Attribute	Description
suspension-reason list	The reason for suspension of this instance. Valid values are `BILLING_ISSUE`, `LEGAL_ISSUE`, `OPERATIONAL_ISSUE` and `KMS_KEY_ISSUE`.
self-link	The URI for this instance.
service-account-email-address	The service account email address for this instance.
server-ca-cert subresource	The server CA certificate for this instance. cert The PEM representation of the certificate. cert-serial-number The serial number, as extracted from the certificate. common-name The user supplied name of the cert. create-time The time when the certificate was created expiration-time The time when the certificate expires instance Name of the database instance. self-link The URI of this resource. sha1-fingerprint The Sha1 Fingerprint.
state	The state of this instance.
maintenance-version	The maintenance version for this instance.
available-maintenance-versions list	The list of available maintenance versions for this instance.
create-time	The current create time for this instance.
database-installed-version	The current database version running on the instance including minor version
dns-name	The DNS name for this instance.
psc-service-attachment-link	The link to the PSC service attachment for this instance.
upgradable-database-versions list subresource	The list of upgradable database versions for this instance. display-name The display name for the database version. major-version The major version of the database version. name The name of the database version.
write-endpoint	The write endpoint for this instance.
connection-name	The connection name of the instance to be used in connection strings.

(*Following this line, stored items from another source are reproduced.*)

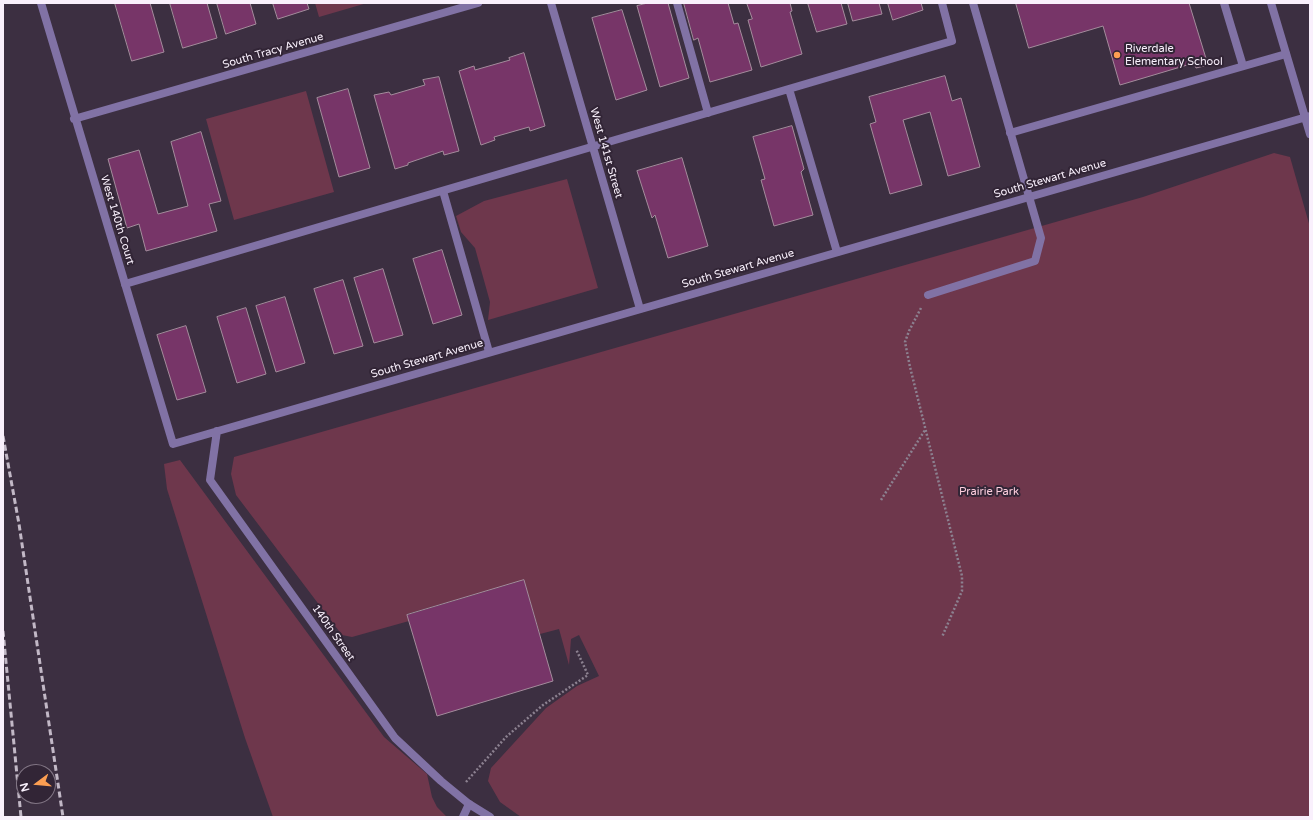 <!DOCTYPE html>
<html>
<head>
<meta charset="utf-8">
<style>
  body { margin:0 }
  #map { position:relative; width:1313px; height:820px; overflow:hidden; background:#3c2f41; font-family:"Varela Round",sans-serif }
  canvas { display:block }
  .frame { position:absolute; inset:0; border:4px solid #f9f0fc; pointer-events:none }
  .north { position:absolute; left:16px; top:764px; width:40px; height:40px; box-sizing:border-box; background:#322536; border:1px solid #827685; border-radius:50%; rotate:254deg; font-size:11px; font-weight:700; line-height:16px; text-align:center; color:#f9f0fc }
  .north::after { content:''; display:block; margin:auto; width:14px; height:18px; background:#fc9e52; clip-path:polygon(50% 0,100% 100%,50% 72%,0 100%) }
</style>
</head>
<body>
<div id="map">
<canvas width="1313" height="820"></canvas>
<div class="frame"></div>
<div class="north">N</div>
</div>
<script>
const ctx = document.querySelector('canvas').getContext('2d');
ctx.lineJoin = 'round';
function paint(path, color) { ctx.fillStyle = color; ctx.fill(path, 'evenodd'); }
function stroke(path, color, width, dash) { ctx.strokeStyle = color; ctx.lineWidth = width; ctx.lineCap = dash ? 'butt' : 'round'; ctx.setLineDash(dash || []); ctx.stroke(path); }
function write(font, color, halo, rows, align = 'center') {
  ctx.font = font + ' "Varela Round",sans-serif'; ctx.lineWidth = 4; ctx.setLineDash([]); ctx.textBaseline = 'middle'; ctx.strokeStyle = halo; ctx.fillStyle = color; for (const [text, x, y, turn = 0] of rows) {
    ctx.save(); ctx.translate(x, y); ctx.rotate((+turn || 0) * Math.PI / 180); ctx.textAlign = isNaN(turn) ? turn : align; if (halo) ctx.strokeText(text, 0, 0); ctx.fillText(text, 0, 0); ctx.restore();
  }
}
const green = new Path2D(`
  M315 3H367L319 17Z
  M306 91 334 192 234 220 206 119Z
  M1274 153 1290 157 1310 227V817H521L500 802 488 781 491 768 546 708 577 686 599 676 579 635 571 639 569 665 559 629 540 634 524 580 407 614 409 621 352 637 342 635 236 495 231 474 234 457 1143 197Z
  M567 179 598 288 488 320 490 302 475 248 461 232 456 216 484 201Z
  M180 460 384 737 427 774 432 797 437 807 447 817H273L245 738 167 489 164 464Z`);
const building = new Path2D(`
  M115 3H150L164 52 132 61Z
  M170 3H207L217 38 183 48Z
  M217 3H250L256 24 226 34Z
  M273 3H307L309 9 278 19Z
  M648 3H668L689 78 660 87 637 6Z
  M684 3H728L734 24 738 23 752 70 710 82 698 38 694 40Z
  M747 3H790L792 11 790 12 802 54 761 67 748 20 752 19Z
  M808 3H841L847 24 817 32Z
  M848 3H879L882 14 853 21Z
  M888 3H921L923 10 893 20Z
  M1016 3H1189L1208 65 1196 68 1194 63 1120 85 1103 26 1029 48Z
  M622 10 647 90 616 100 592 18Z
  M524 53 545 126 530 131 529 127 494 137 495 140 481 145 459 71 474 66 475 70 510 60 509 58Z
  M945 76 952 101 961 98 980 167 948 176 930 112 903 120 922 185 890 194 870 124 876 122 869 97Z
  M439 77 459 151 444 155 443 151 408 163V165L395 169 374 95 389 92 391 95 425 85 423 80Z
  M348 89 370 168 339 177 317 98Z
  M792 126 804 169 801 172 813 215 774 226 761 180 765 179 753 137Z
  M201 132 221 201 209 204 217 231 146 251 139 224 127 228 108 159 139 150 158 214 188 206 171 142Z
  M682 158 708 246 668 258 655 215 652 218 637 171Z
  M442 250 462 315 433 324 413 259Z
  M383 269 403 335 374 343 354 278Z
  M343 280 363 346 334 354 314 289Z
  M285 297 305 363 276 372 256 306Z
  M246 308 266 374 237 383 217 317Z
  M186 326 206 392 177 400 157 335Z
  M524 580 553 681 437 716 407 615Z`);
const path = new Path2D(`
  M921 308 909 331 905 342 910 367 962 576V591L942 637
  M881 500 925 430
  M466 782 506 737 543 705 588 675 576 649`);
const lane = new Path2D(`
  M677 3 708 113
  M1224 3 1243 66
  M789 89 837 252
  M1010 133 1286 54
  M443 191 489 352
  M125 284 952 41 942 3
  M928 295 1035 261 1041 238 973 3
  M463 817 469 804`);
const street = new Path2D(`
  M41 3 173 444 1310 116
  M551 3 640 309
  M1271 3 1310 134
  M74 119 478 3
  M217 431 210 480 395 738 441 781 469 804 490 817`);
const rail = new Path2D(`
  M3 436 19 524 63 817
  M3 631 21 817`);
const markers = [
  [1117,55,4,"#fc9e52"]
];
const poiNames = [
  ["Riverdale",1125,49],
  ["Elementary School",1125,62]
];
const streetNames = [
  ["South Tracy Avenue",273,51,-16],
  ["West 141st Street",606,153,74],
  ["South Stewart Avenue",1050,179,-16],
  ["West 140th Court",117,220,73],
  ["South Stewart Avenue",738,269,-16],
  ["South Stewart Avenue",427,359,-16],
  ["140th Street",333,633,55]
];
const parkNames = [
  ["Prairie Park",989,492]
];
paint(green, '#6e374c');
paint(building, '#773568');
stroke(building, '#a48c9c', 1);
stroke(path, '#8c8190', 2.5, [2, 2]);
stroke(lane, '#8172a5', 8);
stroke(street, '#8172a5', 8);
stroke(rail, '#c2b8c6', 3, [6, 3]);
for (const [x, y, r, color] of markers) { const dot = new Path2D(); dot.arc(x, y, r, 0, 2 * Math.PI); ctx.fillStyle = color; ctx.fill(dot); stroke(dot, '#322536', 1.5); }
write('11px', '#f9f0fc', '#322536', poiNames, 'left');
write('11px', '#f9f0fc', '#322536', streetNames);
write('11px', '#fecede', '#322536', parkNames);
</script>
</body>
</html>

gemini-config subresource	The Gemini instance configuration for this instance. active-query-enabled When set to `true`, active query is enabled. entitled When set to `true`, gemini is enabled. flag-recommender-enabled When set to `true`, flag recommender is enabled. google-vacuum-mgmt-enabled When set to `true`, google vacuum mgmt is enabled. index-advisor-enabled When set to `true`, index advisor is enabled. oom-session-cancel-enabled When set to `true`, oom session cancel is enabled.

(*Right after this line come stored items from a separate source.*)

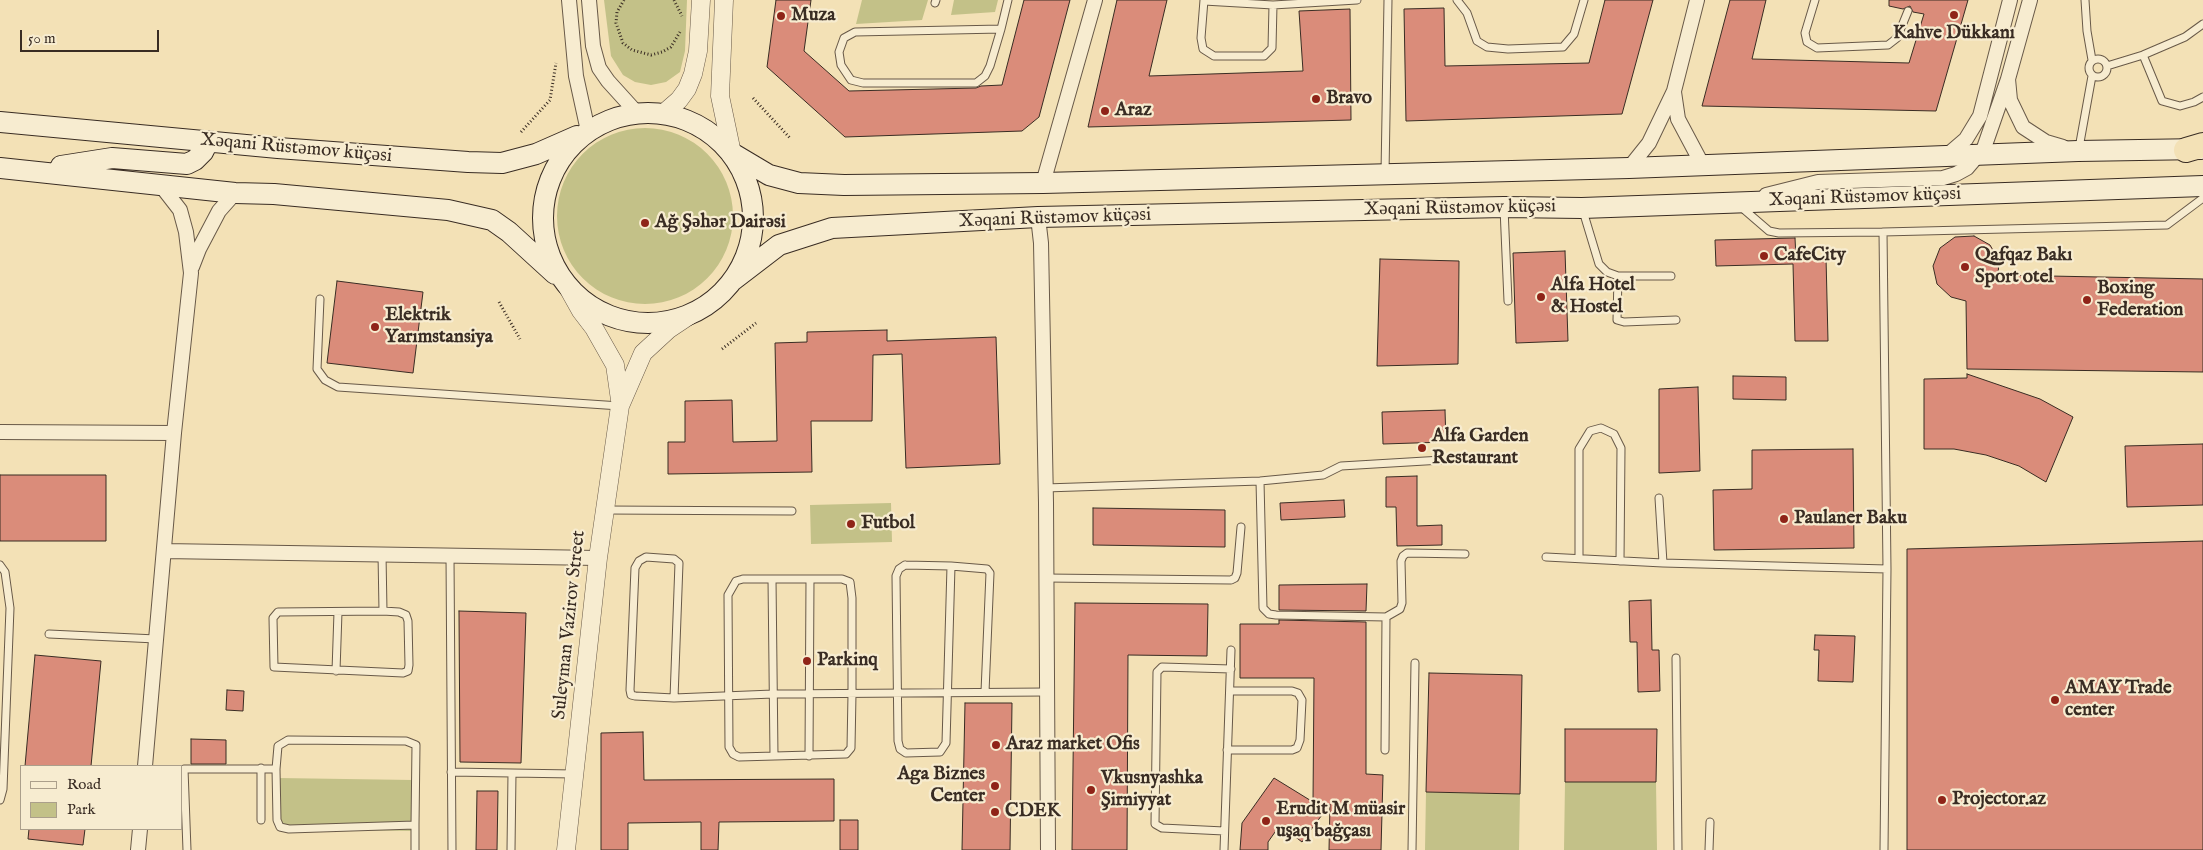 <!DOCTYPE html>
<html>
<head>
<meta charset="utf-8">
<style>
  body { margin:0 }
  #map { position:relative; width:2203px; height:850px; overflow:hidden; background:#f3e1b6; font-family:"IM FELL English",serif }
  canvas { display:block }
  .legend { position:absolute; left:20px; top:765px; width:162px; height:65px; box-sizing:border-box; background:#f7ecd0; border:1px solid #ab9f8b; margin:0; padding:6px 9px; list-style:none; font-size:15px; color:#392c23 }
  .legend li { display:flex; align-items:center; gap:10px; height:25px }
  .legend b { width:25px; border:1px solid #ab9f8b }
  .scale { position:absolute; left:20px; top:30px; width:139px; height:22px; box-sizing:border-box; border:2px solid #392c23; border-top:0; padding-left:6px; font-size:15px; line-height:18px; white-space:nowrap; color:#392c23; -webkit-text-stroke:4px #f7ecd0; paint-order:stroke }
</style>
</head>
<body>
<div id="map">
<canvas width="2203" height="850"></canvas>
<ul class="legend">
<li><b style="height:6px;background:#f7ecd0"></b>Road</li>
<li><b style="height:14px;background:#c3c188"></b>Park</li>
</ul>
<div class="scale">50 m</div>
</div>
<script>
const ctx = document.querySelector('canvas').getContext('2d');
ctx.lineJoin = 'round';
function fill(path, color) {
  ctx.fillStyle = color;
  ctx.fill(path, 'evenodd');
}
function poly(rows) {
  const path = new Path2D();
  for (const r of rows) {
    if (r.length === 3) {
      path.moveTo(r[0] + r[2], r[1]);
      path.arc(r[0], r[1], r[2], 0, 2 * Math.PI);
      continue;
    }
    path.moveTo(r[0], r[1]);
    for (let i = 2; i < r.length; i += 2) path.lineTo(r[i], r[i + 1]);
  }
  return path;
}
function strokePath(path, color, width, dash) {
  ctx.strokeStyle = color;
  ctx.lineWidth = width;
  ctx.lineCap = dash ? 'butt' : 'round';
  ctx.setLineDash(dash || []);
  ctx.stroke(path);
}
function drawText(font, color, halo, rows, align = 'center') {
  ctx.font = font + ' "IM FELL English",serif';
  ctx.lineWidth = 4.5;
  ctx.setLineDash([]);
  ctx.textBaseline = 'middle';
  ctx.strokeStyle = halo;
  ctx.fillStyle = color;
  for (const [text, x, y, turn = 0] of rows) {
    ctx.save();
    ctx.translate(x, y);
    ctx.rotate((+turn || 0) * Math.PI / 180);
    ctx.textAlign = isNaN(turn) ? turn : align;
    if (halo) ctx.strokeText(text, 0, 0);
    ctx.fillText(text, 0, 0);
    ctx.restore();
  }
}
fill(poly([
  [604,0,687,0,685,51,680,72,666,82,651,85,635,82,623,75,611,56],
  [862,0,928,0,922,20,856,24],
  [954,0,998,0,995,12,951,15],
  [645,216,88],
  [891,503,892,542,811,544,810,505],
  [278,778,413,780,412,831,277,829],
  [1565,782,1656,782,1657,850,1564,850],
  [1426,792,1520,794,1519,850,1425,850]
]), '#c3c188');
const building = poly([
  [776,0,811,0,804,51,849,91,976,88,981,86,1002,85,1024,0,1070,0,1039,117,1022,131,845,137,767,67,776,0],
  [1117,0,1167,0,1149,76,1303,71,1299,11,1350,9,1351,120,1088,127,1117,0],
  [1605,0,1653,0,1622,114,1406,121,1404,9,1444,8,1445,66,1589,63,1605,0],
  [1730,0,1766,0,1752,59,1909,63,1924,14,1913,12,1910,6,1903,9,1889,6,1889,0,1968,0,1936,111,1702,106,1730,0],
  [1974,236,1990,245,1999,261,1998,275,2203,279,2203,372,1967,369,1966,301,1951,297,1937,284,1933,266,1940,248,1955,237,1974,236],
  [1795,238,1796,258,1826,257,1828,341,1795,341,1793,264,1716,266,1715,240,1795,238],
  [1565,251,1568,341,1516,343,1513,253,1565,251],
  [1380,259,1459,261,1458,364,1377,366,1380,259],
  [337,281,423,292,413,373,327,363,337,281],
  [887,330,887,341,996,337,1000,464,906,468,902,354,873,355,872,421,811,421,812,472,668,474,668,442,685,442,685,401,732,400,733,442,777,441,775,343,807,342,807,332,887,330],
  [1967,374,2040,399,2073,417,2046,482,2019,466,1986,455,1954,449,1924,449,1924,379,1967,378,1967,374],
  [1733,376,1786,377,1786,400,1733,399,1733,376],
  [1698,387,1700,471,1659,473,1659,389,1698,387],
  [1445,410,1446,442,1383,444,1382,412,1445,410],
  [2203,444,2203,505,2127,507,2125,446,2203,444],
  [1853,449,1854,548,1714,550,1713,490,1752,489,1752,450,1853,449],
  [0,475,106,475,106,541,0,541,0,475],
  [1417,476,1417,526,1442,525,1442,545,1397,546,1396,507,1386,507,1386,477,1417,476],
  [1344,500,1345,517,1281,520,1280,503,1344,500],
  [1093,508,1225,510,1225,547,1093,545,1093,508],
  [2203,541,2203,850,1907,850,1907,549,2203,541],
  [1367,584,1366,611,1279,610,1279,585,1367,584],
  [1651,600,1652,650,1659,650,1660,691,1638,692,1637,642,1630,642,1629,601,1651,600],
  [1075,603,1208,604,1207,656,1128,655,1127,850,1072,850,1075,603],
  [459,611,526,613,521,763,460,762,459,611],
  [1279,620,1366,622,1366,774,1383,775,1381,850,1329,850,1330,804,1302,842,1280,825,1268,842,1268,850,1240,850,1242,823,1274,778,1313,802,1314,678,1240,678,1240,624,1279,624,1279,620],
  [1815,635,1855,636,1853,682,1818,681,1819,650,1814,650,1815,635],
  [35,655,101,661,91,766,25,766,35,655],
  [1429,673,1522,675,1520,794,1426,792,1429,673],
  [227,690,244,691,243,711,226,710,227,690],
  [965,703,1012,703,1010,850,962,850,965,703],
  [1565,729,1657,729,1656,782,1565,782,1565,729],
  [643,732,644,780,834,779,834,821,719,822,718,850,701,850,701,822,628,823,628,850,601,850,601,733,643,732],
  [191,739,226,740,226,764,191,764,191,739],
  [477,791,498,791,497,850,476,850,477,791],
  [840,820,858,820,858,850,840,850,840,820],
  [29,829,85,829,83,845,28,839,29,829]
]);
fill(building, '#da8c7a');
strokePath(building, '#392c23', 1);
const service = poly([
  [1204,0,1201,38,1203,49,1214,56,1264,56,1272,48,1273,5],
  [1457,0,1467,13,1477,41,1487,47,1508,49,1563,47,1574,34,1584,0],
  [1815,0,1805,33,1807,42,1817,48,1888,45,1897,38,1908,11],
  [2085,0,2087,31,2092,60],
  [1204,1,1273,5,1357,0],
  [935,3,936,0],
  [1001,29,855,32,844,38,839,52,841,65,851,80,863,83,976,83,985,76,990,66,1001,29,1008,0],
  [2143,55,2162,101,2180,106,2194,102,2203,97],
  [2098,68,9],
  [2107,66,2143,55,2185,37,2203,24],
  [2079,148,2092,76],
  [1385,173,1388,0],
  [1740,206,1769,231,1779,233,1883,232,2167,225,2203,198],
  [1504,208,1508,301],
  [1583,211,1599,264,1607,272,1618,276,1671,276],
  [1883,232,1887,569,1884,850],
  [1618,276,1617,320,1624,322,1676,320],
  [320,299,317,369,325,380,338,387,620,406],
  [1260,481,1263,608,1269,614,1276,615,1386,617,1385,750],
  [1045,488,1260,481,1323,475,1341,466,1442,460],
  [1659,498,1663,563],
  [605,510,792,511],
  [382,554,383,611],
  [450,556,452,850],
  [1546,557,1663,563,1887,569],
  [1579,558,1579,449,1590,431,1601,428,1614,434,1621,448,1620,561],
  [0,565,5,572,10,608,3,789,0,800],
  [905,565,951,566,946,743,940,752,906,753,900,749,898,741,896,576,899,569,905,565],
  [951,566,987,569,990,573,985,692],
  [1046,578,1231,580,1235,578,1237,573,1241,527],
  [743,579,842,579,850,582,852,598,852,694,851,748,846,754,739,757,733,754,729,747,728,595,736,581,743,579],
  [772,579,774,756],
  [383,611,399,612,406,615,408,621,409,665,408,671,403,673,274,667,273,618,278,612,383,611],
  [1386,617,1400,609,1402,603,1401,561,1403,556,1407,553,1465,554],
  [49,634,156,639],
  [1676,658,1678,850],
  [336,671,338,612],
  [674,698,679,563,674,559,646,557,639,561,635,568,630,690,631,695,635,696,674,698,773,694,1046,692],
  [1227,750,1292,750,1297,748,1300,740,1302,700,1298,693,1292,691,1230,691],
  [809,756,810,579],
  [261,768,261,820],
  [276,769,277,820,280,827,289,829,415,825,415,850],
  [451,772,512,773,511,850],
  [512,773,574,774],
  [1224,831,1162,828,1155,824,1157,672,1162,667,1231,669],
  [187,850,184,769,276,769,278,746,288,740,406,741,416,745,415,825],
  [1224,850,1231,650],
  [1412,850,1415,663],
  [1709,850,1710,822]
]);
const minor = poly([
  [569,0,576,76,588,131],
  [589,0,593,46,599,68,608,81,637,113],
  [2030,0,2008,79,2010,100,2023,127,2046,142,2063,147],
  [1674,92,1678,119,1703,166],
  [1945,157,1966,139,1980,116,2010,0],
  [1629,168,1649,143,1674,91,1697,0],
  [159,183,180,210,186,232,191,273,174,433],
  [1043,183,1095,0],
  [1766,195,1818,182,1943,178,1956,174,1967,168,1984,148,2008,79],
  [1038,217,1041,243,1046,503,1048,850],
  [192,267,199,249,219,211,235,193],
  [0,432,174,433,145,766],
  [164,551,598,558],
  [138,850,140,829]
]);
const tertiary = poly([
  [724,0,720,96,732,153],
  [664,113,679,100,687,89,693,74,698,51,701,0],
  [567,286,581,311,594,328,615,365,620,400],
  [566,850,598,558,620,406,643,353,669,329,690,315]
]);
const secondary = poly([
  [648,218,105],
  [0,122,278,148,468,162,502,163,536,154,577,136],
  [732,153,769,175,799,183,844,185,1043,183,1629,168,2078,151,2201,149],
  [61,166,112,158,187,164,195,160,203,152,208,142],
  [0,168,235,193,274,194,448,210,492,220,509,232,555,274],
  [732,281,779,245,832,228,1038,217,1504,207,1582,208,2203,186]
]);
const trunk = poly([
  [2186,150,2203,145]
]);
strokePath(service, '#685948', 9);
strokePath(minor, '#685948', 16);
strokePath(tertiary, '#685948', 19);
strokePath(secondary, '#392c23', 22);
strokePath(trunk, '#392c23', 26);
strokePath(poly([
  [624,0,617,12,616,23,623,43,632,50,651,55,662,52,671,47,680,32],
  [674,0,682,16],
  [753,98,790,138],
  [521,132,550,100,556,63],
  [499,302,520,339],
  [722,349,756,323]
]), '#392c23', 3, [1, 2.5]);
strokePath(service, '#f7ecd0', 7);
strokePath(minor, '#f7ecd0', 14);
strokePath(tertiary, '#f7ecd0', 18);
strokePath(secondary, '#f7ecd0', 20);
strokePath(trunk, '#f3e1b6', 24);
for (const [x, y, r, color] of [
  [1954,15,5,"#8f2418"],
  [781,16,5,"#8f2418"],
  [1316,99,5,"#8f2418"],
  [1105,111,5,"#8f2418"],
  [645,223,5,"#8f2418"],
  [1764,256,5,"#8f2418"],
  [1965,267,5,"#8f2418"],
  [1541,297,5,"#8f2418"],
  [2087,300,5,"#8f2418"],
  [375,327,5,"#8f2418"],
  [1422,448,5,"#8f2418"],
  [1784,519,5,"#8f2418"],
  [851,524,5,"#8f2418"],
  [807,661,5,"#8f2418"],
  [2055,700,5,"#8f2418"],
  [996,745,5,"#8f2418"],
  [995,786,5,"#8f2418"],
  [1091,790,5,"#8f2418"],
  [1942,800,5,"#8f2418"],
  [995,812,5,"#8f2418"],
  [1266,821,5,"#8f2418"]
]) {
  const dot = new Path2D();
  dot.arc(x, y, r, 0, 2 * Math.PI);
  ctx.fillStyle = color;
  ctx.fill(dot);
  strokePath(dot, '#f7ecd0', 2);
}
drawText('bold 19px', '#392c23', '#f7ecd0', [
  ["Muza",791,16],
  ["Kahve Dükkanı",1954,34,"center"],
  ["Bravo",1326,99],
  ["Araz",1115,111],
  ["Ağ Şəhər Dairəsi",655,223],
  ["CafeCity",1774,256],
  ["Qafqaz Bakı",1975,256],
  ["Sport otel",1975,278],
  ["Alfa Hotel",1551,286],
  ["& Hostel",1551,308],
  ["Boxing",2097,289],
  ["Federation",2097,311],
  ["Elektrik",385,316],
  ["Yarımstansiya",385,338],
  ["Alfa Garden",1432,437],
  ["Restaurant",1432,459],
  ["Paulaner Baku",1794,519],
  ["Futbol",861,524],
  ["Parkinq",817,661],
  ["AMAY Trade",2065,689],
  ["center",2065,711],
  ["Araz market Ofis",1006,745],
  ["Aga Biznes",985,775,"right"],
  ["Center",985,797,"right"],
  ["Vkusnyashka",1101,779],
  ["Şirniyyat",1101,801],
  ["Projector.az",1952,800],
  ["Erudit M müasir",1276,810],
  ["uşaq bağçası",1276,832],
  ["CDEK",1005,812]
], 'left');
drawText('19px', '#392c23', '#f7ecd0', [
  ["Xəqani Rüstəmov küçəsi",296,149,5],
  ["Xəqani Rüstəmov küçəsi",1865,198,-2],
  ["Xəqani Rüstəmov küçəsi",1460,209,-1],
  ["Xəqani Rüstəmov küçəsi",1055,219,-2],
  ["Suleyman Vazirov Street",570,625,-84]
]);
</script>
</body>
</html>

out-of-disk-report subresource	The out of disk report for this instance. sql-min-recommended-increase-size-gb The minimum recommended increase size in GigaBytes. sql-out-of-disk-state The state generated by the proactive database wellness job for OutOfDisk issues.
replica-names list	The list of replica names for this instance.
satisfies-pzi	When set to `true`, the instance satisfies PZI.
satisfies-pzs	When set to `true`, the instance satisfies PZS.
sql-network-architecture	The SQL network architecture for this instance.
ip-addresses list subresource	The list of IP addresses for this instance.